I really don’t eat much differently during the holiday season than I do the rest of the year. So when I think about how to approach the holidays, I think about what I normally do and then add a few extra ideas that help address the special challenges we face during the holiday period.
First of all, there is no food that is considered forbidden. Since there are a lot more opportunities to eat delicious, tempting foods during the holiday season, negotiating this philosophy takes a little more mindfulness than usual. To help, when you get to a large buffet of food at a party, survey the possible choices and take small amounts of the food that you really want. Let yourself really savor and enjoy them. If the foods you have chosen are in the “higher than normal calorie range” (you know which ones those are without a calorie counter), then make sure to fill the rest of your plate with healthy choices like raw vegetables (e.g. carrots, broccoli, cauliflower, celery sticks) and fresh fruits.
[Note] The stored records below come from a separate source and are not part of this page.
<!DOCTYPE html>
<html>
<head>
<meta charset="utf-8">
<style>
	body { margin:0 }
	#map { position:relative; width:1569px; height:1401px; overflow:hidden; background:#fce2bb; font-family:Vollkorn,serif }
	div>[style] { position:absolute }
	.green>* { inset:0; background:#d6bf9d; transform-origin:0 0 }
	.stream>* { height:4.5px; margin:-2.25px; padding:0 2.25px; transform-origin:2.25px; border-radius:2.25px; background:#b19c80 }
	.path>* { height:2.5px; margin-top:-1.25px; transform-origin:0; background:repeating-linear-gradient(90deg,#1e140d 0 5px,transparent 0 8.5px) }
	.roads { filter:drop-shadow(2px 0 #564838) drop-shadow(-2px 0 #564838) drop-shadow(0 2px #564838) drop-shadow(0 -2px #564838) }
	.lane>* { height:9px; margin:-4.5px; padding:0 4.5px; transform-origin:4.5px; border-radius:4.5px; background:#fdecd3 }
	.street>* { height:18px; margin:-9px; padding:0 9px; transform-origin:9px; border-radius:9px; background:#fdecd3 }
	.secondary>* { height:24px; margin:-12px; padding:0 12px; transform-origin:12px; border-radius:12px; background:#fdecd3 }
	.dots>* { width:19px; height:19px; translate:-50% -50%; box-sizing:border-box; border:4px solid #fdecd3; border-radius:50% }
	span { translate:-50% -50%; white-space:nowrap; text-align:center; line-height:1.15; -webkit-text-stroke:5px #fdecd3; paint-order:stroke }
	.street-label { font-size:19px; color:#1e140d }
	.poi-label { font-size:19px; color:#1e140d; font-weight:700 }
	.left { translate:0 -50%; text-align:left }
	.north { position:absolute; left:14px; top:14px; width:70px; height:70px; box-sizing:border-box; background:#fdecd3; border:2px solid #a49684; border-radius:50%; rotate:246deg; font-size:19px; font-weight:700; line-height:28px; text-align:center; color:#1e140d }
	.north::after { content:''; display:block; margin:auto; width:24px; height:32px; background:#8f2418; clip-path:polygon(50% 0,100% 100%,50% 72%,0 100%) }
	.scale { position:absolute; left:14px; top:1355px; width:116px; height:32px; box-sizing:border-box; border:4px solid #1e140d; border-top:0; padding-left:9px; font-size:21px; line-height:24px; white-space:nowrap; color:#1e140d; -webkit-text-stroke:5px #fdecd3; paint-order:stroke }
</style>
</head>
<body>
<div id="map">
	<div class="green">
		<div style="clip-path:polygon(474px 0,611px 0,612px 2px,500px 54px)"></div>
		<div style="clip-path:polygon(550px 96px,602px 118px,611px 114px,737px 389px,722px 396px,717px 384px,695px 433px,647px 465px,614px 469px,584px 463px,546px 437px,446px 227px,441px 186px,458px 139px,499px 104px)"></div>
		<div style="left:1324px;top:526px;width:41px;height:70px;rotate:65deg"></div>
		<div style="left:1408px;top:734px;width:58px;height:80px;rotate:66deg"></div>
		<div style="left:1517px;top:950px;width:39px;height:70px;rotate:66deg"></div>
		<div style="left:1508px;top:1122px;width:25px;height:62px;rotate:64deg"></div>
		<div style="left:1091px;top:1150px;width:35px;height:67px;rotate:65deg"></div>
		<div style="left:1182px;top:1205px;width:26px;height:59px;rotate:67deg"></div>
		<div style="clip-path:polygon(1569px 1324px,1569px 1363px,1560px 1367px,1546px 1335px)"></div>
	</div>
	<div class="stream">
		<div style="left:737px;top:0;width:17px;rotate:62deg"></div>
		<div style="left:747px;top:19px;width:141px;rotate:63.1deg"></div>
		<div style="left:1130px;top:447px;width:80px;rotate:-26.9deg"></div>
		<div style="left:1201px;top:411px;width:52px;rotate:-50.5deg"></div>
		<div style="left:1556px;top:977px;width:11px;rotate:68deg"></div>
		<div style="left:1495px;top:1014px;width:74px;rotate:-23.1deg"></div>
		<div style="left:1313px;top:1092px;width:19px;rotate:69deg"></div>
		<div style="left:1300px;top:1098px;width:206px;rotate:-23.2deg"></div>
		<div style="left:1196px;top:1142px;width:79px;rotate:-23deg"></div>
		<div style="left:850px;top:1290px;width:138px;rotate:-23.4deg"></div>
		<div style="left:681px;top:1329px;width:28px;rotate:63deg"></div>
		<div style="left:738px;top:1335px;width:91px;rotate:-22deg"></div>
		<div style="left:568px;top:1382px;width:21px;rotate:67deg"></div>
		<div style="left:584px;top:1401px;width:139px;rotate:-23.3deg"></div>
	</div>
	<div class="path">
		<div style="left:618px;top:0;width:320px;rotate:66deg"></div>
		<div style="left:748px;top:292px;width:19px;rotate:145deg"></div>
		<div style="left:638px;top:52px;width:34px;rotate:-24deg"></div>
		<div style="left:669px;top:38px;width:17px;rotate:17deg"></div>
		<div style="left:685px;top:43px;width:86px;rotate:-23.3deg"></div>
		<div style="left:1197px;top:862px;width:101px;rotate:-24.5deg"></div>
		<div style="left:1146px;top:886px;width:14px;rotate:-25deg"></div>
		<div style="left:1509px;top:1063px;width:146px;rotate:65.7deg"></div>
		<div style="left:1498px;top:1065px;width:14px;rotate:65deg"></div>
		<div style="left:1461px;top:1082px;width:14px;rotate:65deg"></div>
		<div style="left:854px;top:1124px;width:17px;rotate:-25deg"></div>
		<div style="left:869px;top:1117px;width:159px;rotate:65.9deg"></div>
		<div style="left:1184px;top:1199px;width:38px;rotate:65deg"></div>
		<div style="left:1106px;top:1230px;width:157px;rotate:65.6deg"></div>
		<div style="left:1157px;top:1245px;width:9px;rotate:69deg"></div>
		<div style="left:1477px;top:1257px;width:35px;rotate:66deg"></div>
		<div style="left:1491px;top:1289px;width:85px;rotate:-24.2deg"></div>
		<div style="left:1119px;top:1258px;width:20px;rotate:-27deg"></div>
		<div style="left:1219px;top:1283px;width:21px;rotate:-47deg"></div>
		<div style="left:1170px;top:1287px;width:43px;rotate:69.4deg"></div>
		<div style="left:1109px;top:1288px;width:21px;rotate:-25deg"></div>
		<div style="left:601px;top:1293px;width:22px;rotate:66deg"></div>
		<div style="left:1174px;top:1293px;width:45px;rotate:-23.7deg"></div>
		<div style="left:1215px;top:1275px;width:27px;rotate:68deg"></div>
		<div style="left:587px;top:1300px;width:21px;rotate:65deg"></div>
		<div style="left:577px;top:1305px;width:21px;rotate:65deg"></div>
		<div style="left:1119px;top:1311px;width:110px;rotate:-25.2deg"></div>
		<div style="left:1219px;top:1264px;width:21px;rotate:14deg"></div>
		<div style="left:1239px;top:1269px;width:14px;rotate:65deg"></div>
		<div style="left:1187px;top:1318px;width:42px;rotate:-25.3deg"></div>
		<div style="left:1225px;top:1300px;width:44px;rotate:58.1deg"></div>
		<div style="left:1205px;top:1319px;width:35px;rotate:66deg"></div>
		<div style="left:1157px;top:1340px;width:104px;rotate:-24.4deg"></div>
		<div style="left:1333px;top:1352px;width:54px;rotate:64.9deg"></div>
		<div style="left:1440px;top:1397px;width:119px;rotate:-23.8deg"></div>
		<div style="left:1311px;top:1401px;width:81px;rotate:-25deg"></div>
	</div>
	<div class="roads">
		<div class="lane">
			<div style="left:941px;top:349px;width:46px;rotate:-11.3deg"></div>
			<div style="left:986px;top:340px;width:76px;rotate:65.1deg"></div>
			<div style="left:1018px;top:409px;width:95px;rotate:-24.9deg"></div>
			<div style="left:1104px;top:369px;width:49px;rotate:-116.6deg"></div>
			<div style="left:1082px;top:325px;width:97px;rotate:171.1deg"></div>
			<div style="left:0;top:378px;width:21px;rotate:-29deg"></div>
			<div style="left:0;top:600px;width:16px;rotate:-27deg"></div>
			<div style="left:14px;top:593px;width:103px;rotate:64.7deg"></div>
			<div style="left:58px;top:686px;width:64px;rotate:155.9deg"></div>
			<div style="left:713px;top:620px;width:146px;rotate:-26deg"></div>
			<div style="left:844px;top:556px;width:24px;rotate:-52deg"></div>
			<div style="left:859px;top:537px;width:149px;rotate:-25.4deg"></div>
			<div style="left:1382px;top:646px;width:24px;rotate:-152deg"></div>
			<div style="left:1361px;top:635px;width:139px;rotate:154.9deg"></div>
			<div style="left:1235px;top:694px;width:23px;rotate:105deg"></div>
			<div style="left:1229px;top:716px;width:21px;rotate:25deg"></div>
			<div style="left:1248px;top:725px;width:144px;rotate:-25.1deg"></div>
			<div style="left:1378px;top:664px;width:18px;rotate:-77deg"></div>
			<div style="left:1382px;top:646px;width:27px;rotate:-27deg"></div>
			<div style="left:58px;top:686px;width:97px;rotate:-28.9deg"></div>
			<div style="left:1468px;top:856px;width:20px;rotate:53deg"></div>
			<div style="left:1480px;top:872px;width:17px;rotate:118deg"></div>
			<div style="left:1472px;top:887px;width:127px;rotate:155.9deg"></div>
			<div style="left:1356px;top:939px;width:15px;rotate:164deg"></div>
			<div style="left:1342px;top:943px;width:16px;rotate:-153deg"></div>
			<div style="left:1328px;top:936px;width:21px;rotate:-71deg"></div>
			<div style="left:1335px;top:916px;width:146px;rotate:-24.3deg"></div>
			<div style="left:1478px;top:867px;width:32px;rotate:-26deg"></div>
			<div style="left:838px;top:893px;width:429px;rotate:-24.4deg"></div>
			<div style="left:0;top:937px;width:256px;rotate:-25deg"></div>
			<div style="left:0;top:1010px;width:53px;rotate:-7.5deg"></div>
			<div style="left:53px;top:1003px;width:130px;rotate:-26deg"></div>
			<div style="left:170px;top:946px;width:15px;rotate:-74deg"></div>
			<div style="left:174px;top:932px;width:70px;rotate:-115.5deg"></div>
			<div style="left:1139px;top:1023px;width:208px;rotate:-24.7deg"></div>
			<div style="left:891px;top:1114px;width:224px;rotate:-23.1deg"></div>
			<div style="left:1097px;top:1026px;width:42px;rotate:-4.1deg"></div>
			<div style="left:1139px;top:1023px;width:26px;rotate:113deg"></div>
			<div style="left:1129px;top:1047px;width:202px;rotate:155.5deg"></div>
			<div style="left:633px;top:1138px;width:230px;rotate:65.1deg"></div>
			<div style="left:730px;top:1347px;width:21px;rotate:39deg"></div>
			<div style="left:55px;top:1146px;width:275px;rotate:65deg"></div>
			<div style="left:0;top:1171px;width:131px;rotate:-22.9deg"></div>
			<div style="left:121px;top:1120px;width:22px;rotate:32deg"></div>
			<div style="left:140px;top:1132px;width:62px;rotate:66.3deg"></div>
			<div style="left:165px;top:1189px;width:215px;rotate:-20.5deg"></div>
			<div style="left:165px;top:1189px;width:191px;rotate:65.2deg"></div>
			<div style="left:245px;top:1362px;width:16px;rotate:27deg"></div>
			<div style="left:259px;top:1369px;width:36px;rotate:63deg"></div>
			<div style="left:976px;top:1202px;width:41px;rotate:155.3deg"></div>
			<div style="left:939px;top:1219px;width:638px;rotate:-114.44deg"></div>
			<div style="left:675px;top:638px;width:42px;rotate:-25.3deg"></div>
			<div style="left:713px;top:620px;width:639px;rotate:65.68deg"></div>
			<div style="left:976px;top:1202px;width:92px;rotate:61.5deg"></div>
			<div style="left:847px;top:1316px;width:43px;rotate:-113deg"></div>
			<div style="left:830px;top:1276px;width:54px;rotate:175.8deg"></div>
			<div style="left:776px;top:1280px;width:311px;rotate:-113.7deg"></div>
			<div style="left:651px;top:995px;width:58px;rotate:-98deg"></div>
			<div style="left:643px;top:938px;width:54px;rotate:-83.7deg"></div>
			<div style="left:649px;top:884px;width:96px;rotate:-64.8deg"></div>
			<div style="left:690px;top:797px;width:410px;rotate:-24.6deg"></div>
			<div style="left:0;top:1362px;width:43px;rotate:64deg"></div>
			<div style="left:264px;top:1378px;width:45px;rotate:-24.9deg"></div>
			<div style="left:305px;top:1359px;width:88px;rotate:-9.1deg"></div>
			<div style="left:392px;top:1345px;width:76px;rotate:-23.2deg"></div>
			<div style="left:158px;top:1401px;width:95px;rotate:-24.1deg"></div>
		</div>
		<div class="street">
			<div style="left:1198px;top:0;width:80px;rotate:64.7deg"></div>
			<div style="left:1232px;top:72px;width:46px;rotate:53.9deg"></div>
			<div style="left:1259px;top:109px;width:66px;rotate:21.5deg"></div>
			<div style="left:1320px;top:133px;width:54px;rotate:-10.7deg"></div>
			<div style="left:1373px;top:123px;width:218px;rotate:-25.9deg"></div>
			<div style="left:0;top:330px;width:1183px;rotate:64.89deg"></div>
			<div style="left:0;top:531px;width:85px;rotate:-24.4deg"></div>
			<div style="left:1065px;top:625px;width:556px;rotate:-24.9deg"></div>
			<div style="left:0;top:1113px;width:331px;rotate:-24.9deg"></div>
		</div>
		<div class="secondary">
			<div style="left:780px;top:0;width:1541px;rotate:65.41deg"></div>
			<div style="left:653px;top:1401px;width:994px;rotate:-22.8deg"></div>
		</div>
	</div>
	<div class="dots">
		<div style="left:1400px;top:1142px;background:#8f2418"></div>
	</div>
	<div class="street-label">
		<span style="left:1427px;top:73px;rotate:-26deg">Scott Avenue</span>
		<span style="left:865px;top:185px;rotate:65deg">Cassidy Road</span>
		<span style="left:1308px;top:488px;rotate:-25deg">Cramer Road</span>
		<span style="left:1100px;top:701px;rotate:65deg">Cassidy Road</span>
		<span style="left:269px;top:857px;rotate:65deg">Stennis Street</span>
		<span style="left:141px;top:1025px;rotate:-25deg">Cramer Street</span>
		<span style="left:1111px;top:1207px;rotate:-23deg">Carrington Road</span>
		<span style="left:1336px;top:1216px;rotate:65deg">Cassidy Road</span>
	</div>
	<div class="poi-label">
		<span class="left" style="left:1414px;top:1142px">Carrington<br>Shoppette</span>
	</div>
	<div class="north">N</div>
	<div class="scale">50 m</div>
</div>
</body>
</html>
These little munchies can fill the need to be eating during a party.
Oh, and don’t forget, you don’t have to eat everything on your plate. Most of us are in the “clean your plate” club, but we can learn that we don’t have to do this. In fact, you might want to eat and then put your plate down for good for the rest of the evening. The continual grazing through the afternoon or the night of a party can really add up.
Drinking water is always good advice, but particularly when you are in a party setting. Drinking water can help you feel full quicker and you won’t be as tempted to overeat. If you drink alcohol, have a glass of water first and in between drinks. Try to limit yourself to one or two drinks and then switch over to water for the rest of the night.
Don’t forget that there might be some extra emotions to deal with during the holiday season. Unfortunately, during a time when there is so much emphasis on joy and good cheer there are many people who really feel lonely and depressed. Be aware that these emotions might creep up on you and find other ways of dealing with the emotions besides food. Sit down and make a list of things you might do instead of eating. You might call a friend to go for a walk, see a happy movie, or update your phone book and call someone you haven’t talked to in a while—they might be feeling lonely too.
Try to keep active. With so many activities that we have planned and with the weather not being as nice, exercise and movement might fall to the wayside. This is not the time to stop. If anything, now is the time to set your intention to keep up with some activity to keep the body moving. It will both keep your mood up and burn off those few extra calories that you might consume.
My last advice to you is to “enjoy!” Whatever it is that you decide to eat or decide not eat, try to bring an attitude of gratefulness and contentment to bear as we finish out the rest of 2010. We made it through! It’s good to celebrate our good fortune.